JPA also supports byte[], Byte[], char[], and Character[] as immutable types. That is, you can persist fields of these types, but you should not manipulate individual array indexes without resetting the array into the persistent field.

Persistent fields of mutable types can be altered without assigning the field a new value. Mutable types can be modified directly through their own methods. The JPA specification requires that implementations support the following mutable field types:

  • java.util.Date

  • java.util.Calendar

  • java.sql.Date

  • java.sql.Timestamp

  • java.sql.Time

  • Enums

  • Entity types (relations between entities)

  • Embeddable types

  • java.util.Collections of entities

  • java.util.Sets of entities

  • java.util.Lists of entities

  • java.util.Maps in which each entry maps the value of one of a related entity's fields to that entity.

Collection and map types may be parameterized.

Most JPA implementations also have support for persisting serializable values as binary data in the datastore.
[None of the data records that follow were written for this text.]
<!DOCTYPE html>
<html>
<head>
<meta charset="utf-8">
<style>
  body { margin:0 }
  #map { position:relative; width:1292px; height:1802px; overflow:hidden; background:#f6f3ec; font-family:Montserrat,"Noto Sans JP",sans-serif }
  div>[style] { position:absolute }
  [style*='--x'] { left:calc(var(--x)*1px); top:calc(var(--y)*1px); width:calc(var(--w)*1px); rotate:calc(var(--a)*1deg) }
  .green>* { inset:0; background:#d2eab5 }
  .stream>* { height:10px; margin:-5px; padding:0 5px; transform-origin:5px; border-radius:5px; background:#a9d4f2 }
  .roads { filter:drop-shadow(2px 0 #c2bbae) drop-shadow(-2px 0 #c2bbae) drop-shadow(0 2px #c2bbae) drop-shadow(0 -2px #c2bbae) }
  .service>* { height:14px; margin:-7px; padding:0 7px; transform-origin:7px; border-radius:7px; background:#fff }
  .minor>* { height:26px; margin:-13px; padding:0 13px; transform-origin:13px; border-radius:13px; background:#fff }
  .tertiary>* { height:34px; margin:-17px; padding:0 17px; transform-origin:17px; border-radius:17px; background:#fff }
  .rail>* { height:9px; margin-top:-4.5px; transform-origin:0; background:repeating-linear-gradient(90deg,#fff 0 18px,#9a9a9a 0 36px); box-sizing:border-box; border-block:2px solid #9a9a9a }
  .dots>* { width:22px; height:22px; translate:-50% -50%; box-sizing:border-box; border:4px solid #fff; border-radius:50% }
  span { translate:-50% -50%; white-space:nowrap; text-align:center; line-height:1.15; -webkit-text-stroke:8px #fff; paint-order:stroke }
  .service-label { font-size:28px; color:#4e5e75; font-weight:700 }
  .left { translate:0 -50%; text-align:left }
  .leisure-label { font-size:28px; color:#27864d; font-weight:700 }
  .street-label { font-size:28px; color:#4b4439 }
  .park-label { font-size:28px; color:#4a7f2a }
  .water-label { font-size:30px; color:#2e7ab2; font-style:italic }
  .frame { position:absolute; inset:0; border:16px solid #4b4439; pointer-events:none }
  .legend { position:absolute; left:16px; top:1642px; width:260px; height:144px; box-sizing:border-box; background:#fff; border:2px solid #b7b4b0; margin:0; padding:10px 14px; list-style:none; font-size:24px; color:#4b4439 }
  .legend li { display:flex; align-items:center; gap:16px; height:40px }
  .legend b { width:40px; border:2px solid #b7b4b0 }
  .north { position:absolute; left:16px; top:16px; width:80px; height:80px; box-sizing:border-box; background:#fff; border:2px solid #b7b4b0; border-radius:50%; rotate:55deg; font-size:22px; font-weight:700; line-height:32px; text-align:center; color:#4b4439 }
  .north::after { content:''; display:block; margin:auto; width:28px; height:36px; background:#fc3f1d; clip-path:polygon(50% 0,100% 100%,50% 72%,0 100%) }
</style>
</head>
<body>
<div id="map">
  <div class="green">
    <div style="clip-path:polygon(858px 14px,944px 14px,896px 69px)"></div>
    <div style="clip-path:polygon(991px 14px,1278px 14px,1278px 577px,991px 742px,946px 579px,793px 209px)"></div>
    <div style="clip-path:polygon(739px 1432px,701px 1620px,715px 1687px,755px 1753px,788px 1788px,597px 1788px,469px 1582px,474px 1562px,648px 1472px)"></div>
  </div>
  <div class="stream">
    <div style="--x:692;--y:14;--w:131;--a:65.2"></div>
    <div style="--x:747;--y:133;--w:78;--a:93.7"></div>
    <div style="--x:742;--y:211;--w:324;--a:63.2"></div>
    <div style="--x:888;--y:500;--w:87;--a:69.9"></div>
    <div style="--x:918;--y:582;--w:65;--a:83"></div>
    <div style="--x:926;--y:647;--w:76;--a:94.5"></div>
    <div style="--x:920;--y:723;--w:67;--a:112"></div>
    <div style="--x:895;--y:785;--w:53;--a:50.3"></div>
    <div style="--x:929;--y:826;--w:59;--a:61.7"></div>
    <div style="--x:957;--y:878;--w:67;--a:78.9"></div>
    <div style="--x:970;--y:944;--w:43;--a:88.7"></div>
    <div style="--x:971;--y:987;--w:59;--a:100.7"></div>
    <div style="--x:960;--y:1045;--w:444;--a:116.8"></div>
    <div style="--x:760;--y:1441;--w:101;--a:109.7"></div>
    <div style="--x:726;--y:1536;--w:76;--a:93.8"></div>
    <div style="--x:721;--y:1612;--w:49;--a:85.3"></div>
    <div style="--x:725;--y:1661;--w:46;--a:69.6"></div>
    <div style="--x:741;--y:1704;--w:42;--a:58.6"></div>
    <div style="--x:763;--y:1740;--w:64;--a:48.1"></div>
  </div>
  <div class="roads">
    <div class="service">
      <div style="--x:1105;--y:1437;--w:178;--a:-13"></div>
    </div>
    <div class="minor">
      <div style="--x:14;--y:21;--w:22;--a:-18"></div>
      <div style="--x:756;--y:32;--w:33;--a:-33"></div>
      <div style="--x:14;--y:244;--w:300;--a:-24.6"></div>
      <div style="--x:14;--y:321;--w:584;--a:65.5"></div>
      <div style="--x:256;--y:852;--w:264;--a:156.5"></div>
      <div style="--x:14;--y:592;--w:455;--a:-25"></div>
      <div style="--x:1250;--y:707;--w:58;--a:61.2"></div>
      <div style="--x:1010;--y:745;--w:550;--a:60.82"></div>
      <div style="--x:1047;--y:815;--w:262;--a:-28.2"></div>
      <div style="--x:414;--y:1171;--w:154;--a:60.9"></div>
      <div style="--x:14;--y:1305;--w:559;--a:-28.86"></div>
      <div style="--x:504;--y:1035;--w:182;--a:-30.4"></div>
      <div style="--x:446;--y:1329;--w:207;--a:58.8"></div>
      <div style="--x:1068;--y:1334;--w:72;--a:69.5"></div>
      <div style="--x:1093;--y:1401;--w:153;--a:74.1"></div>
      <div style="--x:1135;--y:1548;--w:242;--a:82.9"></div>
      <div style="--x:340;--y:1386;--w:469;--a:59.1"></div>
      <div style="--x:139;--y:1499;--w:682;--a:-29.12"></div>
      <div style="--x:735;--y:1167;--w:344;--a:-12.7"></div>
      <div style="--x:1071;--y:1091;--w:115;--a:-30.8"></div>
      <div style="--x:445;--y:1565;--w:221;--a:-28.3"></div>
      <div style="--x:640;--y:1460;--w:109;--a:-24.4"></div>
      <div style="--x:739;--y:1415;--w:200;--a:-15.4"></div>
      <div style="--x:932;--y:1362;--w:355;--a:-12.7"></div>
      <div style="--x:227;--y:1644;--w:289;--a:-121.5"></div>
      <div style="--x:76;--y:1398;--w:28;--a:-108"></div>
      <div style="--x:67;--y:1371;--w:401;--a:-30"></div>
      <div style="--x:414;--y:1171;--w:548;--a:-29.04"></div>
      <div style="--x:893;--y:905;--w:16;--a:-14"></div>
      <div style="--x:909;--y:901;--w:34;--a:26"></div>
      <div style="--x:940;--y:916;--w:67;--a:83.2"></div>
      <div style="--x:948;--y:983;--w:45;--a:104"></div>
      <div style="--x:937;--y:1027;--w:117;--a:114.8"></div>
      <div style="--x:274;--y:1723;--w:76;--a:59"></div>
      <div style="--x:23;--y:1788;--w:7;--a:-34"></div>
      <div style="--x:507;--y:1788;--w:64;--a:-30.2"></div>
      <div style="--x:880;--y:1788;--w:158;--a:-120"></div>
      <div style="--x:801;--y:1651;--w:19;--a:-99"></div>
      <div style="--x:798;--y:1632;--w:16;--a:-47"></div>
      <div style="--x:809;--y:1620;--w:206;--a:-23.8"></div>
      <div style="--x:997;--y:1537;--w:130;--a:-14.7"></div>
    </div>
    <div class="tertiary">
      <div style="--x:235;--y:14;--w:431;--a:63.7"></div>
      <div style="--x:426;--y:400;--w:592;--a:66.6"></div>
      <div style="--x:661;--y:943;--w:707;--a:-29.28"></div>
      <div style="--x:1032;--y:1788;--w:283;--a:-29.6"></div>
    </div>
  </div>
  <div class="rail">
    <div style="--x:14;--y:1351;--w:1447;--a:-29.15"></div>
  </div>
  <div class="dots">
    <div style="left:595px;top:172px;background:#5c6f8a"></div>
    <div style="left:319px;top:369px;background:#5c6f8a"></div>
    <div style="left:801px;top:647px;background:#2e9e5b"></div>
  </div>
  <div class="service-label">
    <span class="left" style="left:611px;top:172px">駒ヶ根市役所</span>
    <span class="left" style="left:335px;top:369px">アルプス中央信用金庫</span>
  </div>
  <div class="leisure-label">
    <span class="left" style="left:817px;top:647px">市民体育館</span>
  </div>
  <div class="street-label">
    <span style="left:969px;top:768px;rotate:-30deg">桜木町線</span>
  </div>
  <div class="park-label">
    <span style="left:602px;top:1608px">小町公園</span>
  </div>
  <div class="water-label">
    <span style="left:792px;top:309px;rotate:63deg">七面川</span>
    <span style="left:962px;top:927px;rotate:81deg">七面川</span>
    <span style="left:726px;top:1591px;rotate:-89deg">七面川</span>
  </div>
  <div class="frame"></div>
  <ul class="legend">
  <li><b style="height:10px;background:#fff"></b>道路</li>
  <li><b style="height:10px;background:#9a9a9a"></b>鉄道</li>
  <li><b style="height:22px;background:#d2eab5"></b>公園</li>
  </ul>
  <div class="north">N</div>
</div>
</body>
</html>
Chapter 5, Metadata has more information on persisting serializable types.


OpenJPA also supports arrays, java.lang.Number, java.util.Locale, all JDK 1.2 Set, List, and Map types, and many other mutable and immutable field types. OpenJPA also allows you to plug in support for custom types.

1.7.  Conclusions

This section detailed all of the restrictions JPA places on persistent classes. While it may seem like we presented a lot of information, you will seldom find yourself hindered by these restrictions in practice. Additionally, there are often ways of using JPA's other features to circumvent any limitations you run into.